Applications like automating production line inspections (is the product coming down the line good or defective?) and the facial recognition to unlock your iPhone are all possible with computer vision.
How does computer vision work?
What kind of magic is involved in letting a computer see images? Actually, it is not that magical: to an AI model, a byte of data is a byte of data. It might represent one pixel of an image, or part of a digital sound file, or one character of a text file: it all looks pretty much the same to the computer.
Certainly, some flavors of AI models work better on images, and others on sound, but for the most part, the ability for an AI model to do a good job at seeing photos and hearing audio is dependent on the training set.
In training, the model looks through your training set over and over. Each time the model looks through your data set is called an epoch, and during each epoch, the model makes small corrections to how each node processes your data until the results stop getting better.
Then, you graduate to start using the model, feed it an image it has never seen before, and see if you get a correct answer.
Of course, it is somewhat trickier than this. If you keep training a model with your training set too long, it overfits. Overfitting is when a model does a great job on your training set but when you show it something it hasn’t seen before (but ought to know about), it cannot generalize.
One of the challenges is understanding why these models work.
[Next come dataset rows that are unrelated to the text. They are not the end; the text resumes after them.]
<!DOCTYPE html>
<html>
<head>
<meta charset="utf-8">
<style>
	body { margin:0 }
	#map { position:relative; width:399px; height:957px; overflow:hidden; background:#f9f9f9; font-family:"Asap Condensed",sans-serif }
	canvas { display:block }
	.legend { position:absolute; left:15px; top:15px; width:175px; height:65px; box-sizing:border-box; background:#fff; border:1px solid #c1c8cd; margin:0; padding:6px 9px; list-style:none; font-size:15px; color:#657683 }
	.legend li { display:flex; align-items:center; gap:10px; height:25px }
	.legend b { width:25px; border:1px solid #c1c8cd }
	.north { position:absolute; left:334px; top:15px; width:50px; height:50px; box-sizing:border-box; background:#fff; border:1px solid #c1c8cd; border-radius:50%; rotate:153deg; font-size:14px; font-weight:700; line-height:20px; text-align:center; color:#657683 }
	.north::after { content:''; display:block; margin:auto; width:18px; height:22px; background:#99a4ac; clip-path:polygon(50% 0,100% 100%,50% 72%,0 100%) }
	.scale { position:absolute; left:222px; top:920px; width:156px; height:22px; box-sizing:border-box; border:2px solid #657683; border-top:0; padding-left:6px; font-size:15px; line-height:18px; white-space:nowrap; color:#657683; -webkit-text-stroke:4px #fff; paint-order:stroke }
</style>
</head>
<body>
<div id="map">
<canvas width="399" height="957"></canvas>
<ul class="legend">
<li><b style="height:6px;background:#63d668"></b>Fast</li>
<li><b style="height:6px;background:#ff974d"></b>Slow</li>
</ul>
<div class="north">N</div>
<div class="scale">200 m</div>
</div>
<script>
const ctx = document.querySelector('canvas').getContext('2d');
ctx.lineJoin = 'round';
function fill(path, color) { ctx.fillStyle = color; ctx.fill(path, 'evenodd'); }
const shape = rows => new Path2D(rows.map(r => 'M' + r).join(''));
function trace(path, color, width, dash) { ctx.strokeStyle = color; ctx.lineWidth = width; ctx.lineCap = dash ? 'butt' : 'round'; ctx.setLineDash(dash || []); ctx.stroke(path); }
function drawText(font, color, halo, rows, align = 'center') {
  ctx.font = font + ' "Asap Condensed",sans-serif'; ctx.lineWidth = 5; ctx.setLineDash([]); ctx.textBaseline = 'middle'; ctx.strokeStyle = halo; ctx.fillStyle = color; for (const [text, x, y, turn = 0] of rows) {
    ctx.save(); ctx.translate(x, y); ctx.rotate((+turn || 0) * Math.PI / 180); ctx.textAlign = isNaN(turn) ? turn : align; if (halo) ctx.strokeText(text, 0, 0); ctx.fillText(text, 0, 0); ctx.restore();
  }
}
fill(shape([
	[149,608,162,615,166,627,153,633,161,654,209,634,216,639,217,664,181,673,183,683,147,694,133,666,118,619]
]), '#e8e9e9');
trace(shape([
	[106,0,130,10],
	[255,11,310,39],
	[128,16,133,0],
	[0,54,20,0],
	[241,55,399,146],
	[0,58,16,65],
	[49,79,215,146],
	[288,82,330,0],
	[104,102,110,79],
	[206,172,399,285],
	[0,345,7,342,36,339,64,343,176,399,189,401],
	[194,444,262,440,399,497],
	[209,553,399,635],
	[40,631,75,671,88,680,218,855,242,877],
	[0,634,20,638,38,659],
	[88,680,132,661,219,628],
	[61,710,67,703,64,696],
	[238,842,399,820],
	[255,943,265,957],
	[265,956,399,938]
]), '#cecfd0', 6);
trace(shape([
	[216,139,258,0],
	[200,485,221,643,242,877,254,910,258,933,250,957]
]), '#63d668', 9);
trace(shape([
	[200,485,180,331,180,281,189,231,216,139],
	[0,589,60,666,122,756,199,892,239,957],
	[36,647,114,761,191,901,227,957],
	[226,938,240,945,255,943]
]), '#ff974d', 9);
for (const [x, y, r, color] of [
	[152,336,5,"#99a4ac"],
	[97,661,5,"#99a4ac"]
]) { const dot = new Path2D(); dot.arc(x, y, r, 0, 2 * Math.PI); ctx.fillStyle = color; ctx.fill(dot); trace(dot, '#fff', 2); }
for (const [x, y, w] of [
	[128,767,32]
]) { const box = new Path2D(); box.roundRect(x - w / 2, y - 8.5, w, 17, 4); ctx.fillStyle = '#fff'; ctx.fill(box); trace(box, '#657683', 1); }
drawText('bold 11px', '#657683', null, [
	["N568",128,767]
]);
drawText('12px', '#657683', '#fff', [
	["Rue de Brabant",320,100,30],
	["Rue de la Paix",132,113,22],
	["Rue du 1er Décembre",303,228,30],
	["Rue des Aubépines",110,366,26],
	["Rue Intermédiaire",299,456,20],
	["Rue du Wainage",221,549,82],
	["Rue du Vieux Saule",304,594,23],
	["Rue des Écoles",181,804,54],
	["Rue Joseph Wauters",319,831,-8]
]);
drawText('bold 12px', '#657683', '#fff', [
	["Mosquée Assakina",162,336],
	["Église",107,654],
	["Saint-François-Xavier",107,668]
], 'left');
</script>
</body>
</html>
We have done some work to understand what excites each node inside these models, but we also understand the model, during training, decides for itself what matters in its training set.
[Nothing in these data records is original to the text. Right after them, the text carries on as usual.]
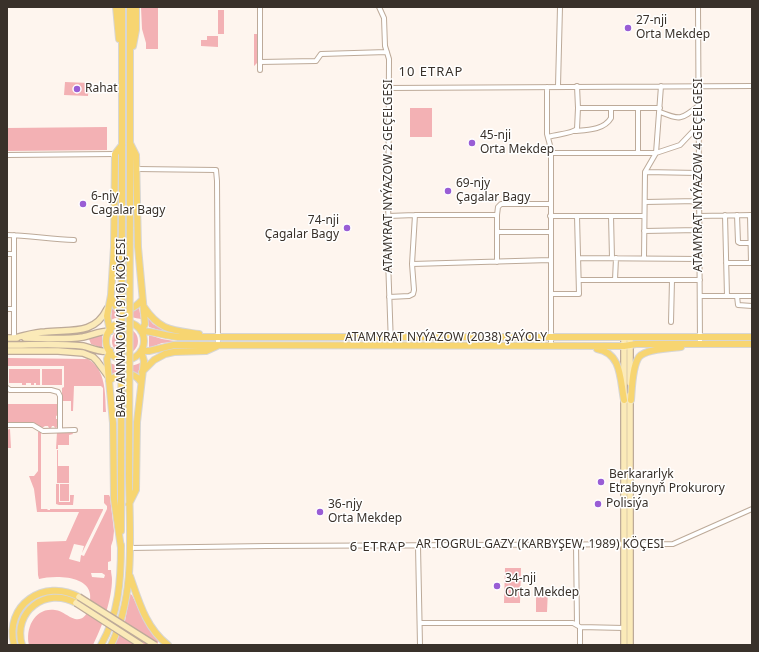 <!DOCTYPE html>
<meta charset="utf-8">
<style>
body{margin:0}
#map{position:relative;width:759px;height:652px;overflow:hidden;background:#fef5ee;font-family:"Noto Sans",sans-serif}
canvas{display:block}
.frame{position:absolute;inset:0;border:8px solid #39312a;pointer-events:none}
</style>
<div id="map">
<canvas width="759" height="652"></canvas>
<div class="frame"></div>
</div>
<script>
const context = document.querySelector('canvas').getContext('2d');
context.lineJoin = 'round';
function fillPath(path, color) { context.fillStyle = color; context.fill(path, 'evenodd'); }
function stroke(path, color, width, dash) { context.strokeStyle = color; context.lineWidth = width; context.lineCap = dash ? 'butt' : 'round'; context.setLineDash(dash || []); context.stroke(path); }
function drawText(font, color, halo, rows, align = 'center') {
  context.font = font + ' "Noto Sans",sans-serif'; context.lineWidth = 3; context.setLineDash([]); context.textBaseline = 'middle'; context.strokeStyle = halo; context.fillStyle = color; for (const [text, x, y, turn = 0] of rows) {
    context.save(); context.translate(x, y); context.rotate((+turn || 0) * Math.PI / 180); context.textAlign = isNaN(turn) ? turn : align; if (halo) context.strokeText(text, 0, 0); context.fillText(text, 0, 0); context.restore();
  }
}
const green = new Path2D(`
 M141,7H158V49H146V43L142,29Z
 M218,10H224V34H218Z
 M254,34H257V63L254,66Z
 M207,36H218V47L201,46V40H207Z
 M65,82L89,83L88,96L64,95Z
 M410,108H432V137H410Z
 M107,127V150L7,151V128Z
 M112,308C120,313 131,314 139,308L141,319C130,317 122,314 111,320Z
 M147,317L153,324L168,332V333L149,327Z
 M112 341a13 13 0 1 1 26 0a13 13 0 1 1-26 0Z
 M102,335V348L91,344L89,339Z
 M149,335L162,339L174,341V342L162,343L149,348Z
 M8,358L88,359C106,370 105,392 106,412H103V388L101,386H74L73,411H71V401H62V388L64,387V366H8Z
 M110,363C120,367 129,368 140,363L139,374C128,369 124,367 112,374Z
 M9,369H40V385H36V383H34V385H31V383H26V385H22V383H9Z
 M42,369H62V385H42Z
 M7,404H58V415L56,416V419H58V427L55,428L54,426H52L51,428H49L48,426H45L42,428L32,422L7,423Z
 M10,429L11,448H8L7,430Z
 M38,432H41V509H47L48,510H50V509H103V510L82,553L84,546L74,544L69,559L80,562L81,555L84,556L107,509V506L104,503V495H109L110,497L114,531L113,540L111,546V561L108,562V570H111C111,574 112,576 112,579C112,600 102,627 93,645H29C25,628 35,607 55,610C63,611 68,617 75,619C88,622 91,603 90,594C88,575 53,575 39,579L38,575L37,542L66,541L79,512H37L34,489L29,476H34L38,471ZM91,573H102L105,575L104,578L92,577Z
 M57,432H72L73,434L69,435V445H58V449H56Z
 M57,450H58V466H69V483H57Z
 M56,484H59V502H70V495H74L73,505H59L56,504Z
 M60,484H69V501H60Z
 M505,568H521L520,603H504Z
 M536,589H548L547,612H536Z
 M130,594L132,595L144,621L159,640L157,645H115L125,621Z`);
const minor = new Path2D(`
 M379,7L384,18L385,46L389,59L388,259L391,345
 M698,7L700,344
 M260,62L316,61L321,54L387,52
 M260,70V7
 M558,86L560,7
 M577,86L578,108H660
 M547,87V134L551,149V346
 M388,88L752,86
 M638,108V153
 M660,112C680,120 681,120 698,106
 M575,131C587,130 604,130 611,118V108
 M548,137C557,134 571,134 577,129L578,108
 M551,153H656L680,145L698,126
 M7,155L115,154
 M137,169L216,170L217,181L218,345
 M645,172L698,173
 M645,202L698,201
 M497,215L498,207L501,204H550
 M725,215L727,296
 M737,215L738,242L740,243H750
 M750,215L751,263
 M388,216L415,215H497V262
 M550,216H644
 M611,216L612,258
 M699,216L752,215
 M644,231L699,230
 M497,232H550
 M7,235C30,235 52,240 74,240
 M7,254H14V309
 M14,254V235
 M579,258L699,259
 M644,258L645,172L656,153L661,86
 M726,263H752
 M412,264L550,260
 M579,280H700
 M615,280L616,258
 M551,294H579L577,216
 M700,296H752
 M737,296L738,305L752,306
 M389,297L409,296L413,294L414,290L412,264L415,215
 M7,309H14V338
 M671,322L672,280
 M7,388L10,390H51L58,392L60,396V429
 M7,425H33L43,431L75,430
 M576,544L577,625
 M418,546L420,645
 M129,548L266,546L673,544L752,509
 M420,623H573L580,627L624,628
 M580,627V645`);
const secondary = new Path2D(`
 M630,337V383
 M7,338H17
 M14,338C24,336 35,332 45,332C69,329 94,336 107,309
 M25,338C44,338 64,340 83,337C92,335 100,331 110,331
 M7,345C32,345 58,343 83,346C92,348 100,353 110,351
 M7,351H58L83,353L93,357L97,361L108,376
 M624,645V337
 M630,645V395`);
const primary = new Path2D(`
 M116,7L119,39
 M122,7V203
 M130,7V203
 M133,46L136,30V7
 M130,143L136,155L138,247L145,324L141,331C153,331 165,336 178,337H752
 M111,297L116,307C127,313 135,308 142,300
 M144,307C160,331 172,330 199,334
 M106 341a19 19 0 1 1 38 0a19 19 0 1 1-38 0Z
 M110,331L107,316L111,295L114,247L115,154L122,145
 M597,349C622,353 620,380 624,400
 M110,351L107,359L113,423L114,499L121,548
 M142,372L154,360L165,354L174,352L206,351L217,346
 M109,381C120,372 132,370 141,382
 M631,400C632,389 632,367 639,357C645,349 671,348 681,347
 M129,504L136,490L137,422L144,361L141,351H149L174,345L624,346L636,344H752
 M121,531V473
 M130,576C139,602 146,628 168,645
 M14,645C4,605 44,578 79,597
 M22,645C12,612 46,586 76,603
 M101,645C119,614 121,579 121,545
 M111,645C137,593 129,530 129,473`);
const secondaryBridge = new Path2D(`
 M79,597L155,645
 M76,603L141,645`);
const primaryBridge = new Path2D(`
 M121,473L122,203
 M129,473L130,203`);
const markers = [
 [628,28,4,"#995dd5"],
 [77,89,4,"#995dd5"],
 [472,143,4,"#995dd5"],
 [448,191,4,"#995dd5"],
 [83,204,4,"#995dd5"],
 [347,228,4,"#995dd5"],
 [601,482,4,"#995dd5"],
 [598,504,4,"#995dd5"],
 [320,512,4,"#995dd5"],
 [497,586,4,"#995dd5"]
];
const poiNames = [
 ["27-nji",636,21],
 ["Orta Mekdep",636,35],
 ["Rahat",85,89],
 ["45-nji",480,136],
 ["Orta Mekdep",480,150],
 ["69-njy",456,184],
 ["Çagalar Bagy",456,198],
 ["6-njy",91,197],
 ["Cagalar Bagy",91,211],
 ["74-nji",339,221,"right"],
 ["Çagalar Bagy",339,235,"right"],
 ["Berkararlyk",609,475],
 ["Etrabynyň Prokurory",609,489],
 ["Polisiýa",606,504],
 ["36-njy",328,505],
 ["Orta Mekdep",328,519],
 ["34-nji",505,579],
 ["Orta Mekdep",505,593]
];
const streetNames = [
 ["ATAMYRAT NYÝAZOW 4 GEÇELGESI",699,175,-90],
 ["ATAMYRAT NYÝAZOW 2 GEÇELGESI",389,176,-90],
 ["BABA ANNANOW (1916) KÖÇESI",122,328,-90],
 ["ATAMYRAT NYÝAZOW (2038) ŞAÝOLY",446,338],
 ["AR TOGRUL GAZY (KARBYŞEW, 1989) KÖÇESI",540,545]
];
const neighbourhoodNames = [
 ["10 ETRAP",431,72],
 ["6 ETRAP",378,547]
];
fillPath(green, '#f3b1b4');
stroke(minor, '#bdaa99', 6);
stroke(secondary, '#bdaa99', 8);
stroke(primary, '#d7d6d4', 8);
stroke(minor, '#fff', 4);
stroke(secondary, '#fbeab8', 5.5);
stroke(primary, '#f7d571', 6);
stroke(secondaryBridge, '#bdaa99', 8, []);
stroke(primaryBridge, '#d7d6d4', 8, []);
stroke(secondaryBridge, '#fbeab8', 5.5);
stroke(primaryBridge, '#f7d571', 6);
for (const [x, y, r, color] of markers) { const dot = new Path2D(); dot.arc(x, y, r, 0, 2 * Math.PI); context.fillStyle = color; context.fill(dot); stroke(dot, '#fff', 1.5); }
drawText('12px', '#39312a', '#fff', poiNames, 'left');
drawText('12px', '#39312a', '#fff', streetNames);
context.letterSpacing = '1px';
drawText('13px', '#39312a', '#fff', neighbourhoodNames);
context.letterSpacing = '0px';
</script>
In general, the first layers seem to get excited by large features and then deeper layers pick up finer details, like this:
In 2017, the teams were hitting 95% accuracy, but in the contest, they only had to make the right choice out of 1,000 categories. Humans can recognize way more categories than that.
Let’s move on to how a computer actually understands and categorizes images.
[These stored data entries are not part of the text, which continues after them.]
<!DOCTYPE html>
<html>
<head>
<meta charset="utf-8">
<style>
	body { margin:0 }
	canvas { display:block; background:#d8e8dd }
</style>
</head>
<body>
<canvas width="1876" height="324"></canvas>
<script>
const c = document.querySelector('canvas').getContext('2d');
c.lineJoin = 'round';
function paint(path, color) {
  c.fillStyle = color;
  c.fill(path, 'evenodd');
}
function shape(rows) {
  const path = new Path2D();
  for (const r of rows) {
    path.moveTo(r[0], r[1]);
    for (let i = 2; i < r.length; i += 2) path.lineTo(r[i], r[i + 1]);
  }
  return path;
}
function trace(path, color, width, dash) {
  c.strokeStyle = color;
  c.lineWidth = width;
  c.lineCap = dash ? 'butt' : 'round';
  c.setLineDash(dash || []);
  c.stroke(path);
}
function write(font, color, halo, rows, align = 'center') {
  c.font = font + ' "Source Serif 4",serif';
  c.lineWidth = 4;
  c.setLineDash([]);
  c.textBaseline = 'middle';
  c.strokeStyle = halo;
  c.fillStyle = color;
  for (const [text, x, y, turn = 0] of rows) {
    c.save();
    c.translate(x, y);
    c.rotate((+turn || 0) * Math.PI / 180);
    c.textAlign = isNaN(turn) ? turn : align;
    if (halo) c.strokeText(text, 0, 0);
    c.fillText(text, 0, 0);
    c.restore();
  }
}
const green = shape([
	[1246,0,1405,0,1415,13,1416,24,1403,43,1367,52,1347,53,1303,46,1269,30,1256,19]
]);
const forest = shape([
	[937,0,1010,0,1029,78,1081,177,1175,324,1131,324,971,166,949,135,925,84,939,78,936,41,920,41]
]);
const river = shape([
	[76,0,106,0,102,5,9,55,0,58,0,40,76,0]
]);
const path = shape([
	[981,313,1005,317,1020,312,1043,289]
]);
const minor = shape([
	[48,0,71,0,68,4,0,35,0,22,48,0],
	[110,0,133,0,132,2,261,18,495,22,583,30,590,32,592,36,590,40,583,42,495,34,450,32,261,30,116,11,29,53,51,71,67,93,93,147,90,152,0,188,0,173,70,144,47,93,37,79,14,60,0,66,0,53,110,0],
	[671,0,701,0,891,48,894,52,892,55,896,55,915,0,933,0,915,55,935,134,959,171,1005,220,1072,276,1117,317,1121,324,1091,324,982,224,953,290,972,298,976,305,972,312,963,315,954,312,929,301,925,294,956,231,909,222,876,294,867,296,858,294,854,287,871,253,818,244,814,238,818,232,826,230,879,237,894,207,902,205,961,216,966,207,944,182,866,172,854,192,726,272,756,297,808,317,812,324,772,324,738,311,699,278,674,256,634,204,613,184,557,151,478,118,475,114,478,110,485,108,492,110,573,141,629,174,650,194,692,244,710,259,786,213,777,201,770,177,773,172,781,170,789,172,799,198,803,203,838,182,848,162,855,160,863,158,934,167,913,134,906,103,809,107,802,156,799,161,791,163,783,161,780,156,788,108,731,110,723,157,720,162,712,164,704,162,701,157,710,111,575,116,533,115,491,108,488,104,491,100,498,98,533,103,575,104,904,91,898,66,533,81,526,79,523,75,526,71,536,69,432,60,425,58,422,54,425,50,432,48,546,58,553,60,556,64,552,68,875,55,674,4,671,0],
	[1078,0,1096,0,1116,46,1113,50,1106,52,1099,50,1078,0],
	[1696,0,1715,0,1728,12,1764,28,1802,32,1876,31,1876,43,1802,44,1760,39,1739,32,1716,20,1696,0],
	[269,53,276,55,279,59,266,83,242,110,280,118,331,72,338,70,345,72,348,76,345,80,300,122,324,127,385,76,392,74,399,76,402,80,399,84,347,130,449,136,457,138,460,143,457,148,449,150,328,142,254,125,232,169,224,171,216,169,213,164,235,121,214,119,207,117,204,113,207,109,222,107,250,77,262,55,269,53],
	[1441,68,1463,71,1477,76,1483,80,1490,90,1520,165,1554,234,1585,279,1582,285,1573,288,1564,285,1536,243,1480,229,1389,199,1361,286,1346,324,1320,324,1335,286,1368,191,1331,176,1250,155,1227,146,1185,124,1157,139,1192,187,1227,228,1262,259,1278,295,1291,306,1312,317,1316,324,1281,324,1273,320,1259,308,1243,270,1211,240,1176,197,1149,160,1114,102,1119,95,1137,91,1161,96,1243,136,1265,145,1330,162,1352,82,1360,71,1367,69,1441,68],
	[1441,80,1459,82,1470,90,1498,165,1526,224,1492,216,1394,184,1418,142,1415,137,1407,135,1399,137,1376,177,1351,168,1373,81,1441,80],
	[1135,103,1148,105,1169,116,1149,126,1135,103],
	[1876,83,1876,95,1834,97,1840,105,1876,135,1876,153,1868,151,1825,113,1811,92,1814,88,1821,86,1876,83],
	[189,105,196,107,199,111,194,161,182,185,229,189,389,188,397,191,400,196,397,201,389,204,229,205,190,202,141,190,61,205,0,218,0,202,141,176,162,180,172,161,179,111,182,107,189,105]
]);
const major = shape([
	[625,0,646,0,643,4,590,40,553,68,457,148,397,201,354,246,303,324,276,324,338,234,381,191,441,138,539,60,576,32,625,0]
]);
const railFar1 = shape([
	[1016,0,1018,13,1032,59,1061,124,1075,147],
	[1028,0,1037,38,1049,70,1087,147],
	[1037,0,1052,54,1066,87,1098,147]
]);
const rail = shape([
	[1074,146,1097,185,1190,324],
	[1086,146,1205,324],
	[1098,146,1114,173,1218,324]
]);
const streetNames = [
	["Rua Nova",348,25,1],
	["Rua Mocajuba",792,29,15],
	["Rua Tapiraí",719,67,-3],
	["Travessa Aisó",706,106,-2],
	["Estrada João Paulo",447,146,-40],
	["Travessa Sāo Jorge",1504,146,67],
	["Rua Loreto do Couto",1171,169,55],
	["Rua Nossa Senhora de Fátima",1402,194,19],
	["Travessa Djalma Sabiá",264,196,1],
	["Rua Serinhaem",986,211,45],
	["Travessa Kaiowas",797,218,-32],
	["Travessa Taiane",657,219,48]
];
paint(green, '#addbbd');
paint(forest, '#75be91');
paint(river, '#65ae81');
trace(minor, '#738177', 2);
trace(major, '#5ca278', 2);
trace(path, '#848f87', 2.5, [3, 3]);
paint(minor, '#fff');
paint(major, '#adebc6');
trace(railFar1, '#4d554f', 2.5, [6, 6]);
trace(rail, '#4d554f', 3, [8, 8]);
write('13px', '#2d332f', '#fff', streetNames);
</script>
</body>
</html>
Computer vision and n-dimensional vectors explained
How do we get an AI model to understand a complicated picture?
Complicated images are said to have high dimensionality. In normal life, we are used to three dimensions (like the length, width, and height of your UPS package). However, mathematicians and computers think in ways that are not limited to normal, and so they can mentally work in spaces that have a thousand dimensions or more. Why is that useful?
Think of a photo of your dog on your couch in your living room, with pictures on the walls, and with a table with magazines on it. This is a fairly normal scene, but can you categorize it into only one category? It is way more complex than that.
Let’s think about this scene the way that mathematicians and computers do.
What if you take the photo, and you start with a dot in space? Then, you add an arrow sticking straight up from that dot, and its length is determined by if there is a dog in the photo (there is). Another arrow coming up from that dot but a few degrees to the right indicates if there is a cat in the photo (there is not, so that arrow is length zero). Then an arrow to the left denotes if there is a couch in the photo (there is, so that arrow has some length). An arrow facing down might denote if there is a table in the scene (there is, so that arrow has some length).
A photo rendered in this way could end up looking like this:
We call this an n-dimensional vector. As you might imagine, if you have enough of these pesky dimensions, you can pretty much represent anything that might be in any photo. Each photo will get its own n-dimensional vector, which you can think of as a digital fingerprint.
And this digital fingerprint is where things get very useful for anyone searching through photos using AI models trained on vast amounts of images.
You could find similar looking images by comparing their n-dimensional vectors. If their vectors are similar, the images are likely similar, too.
That is the next step in computer vision.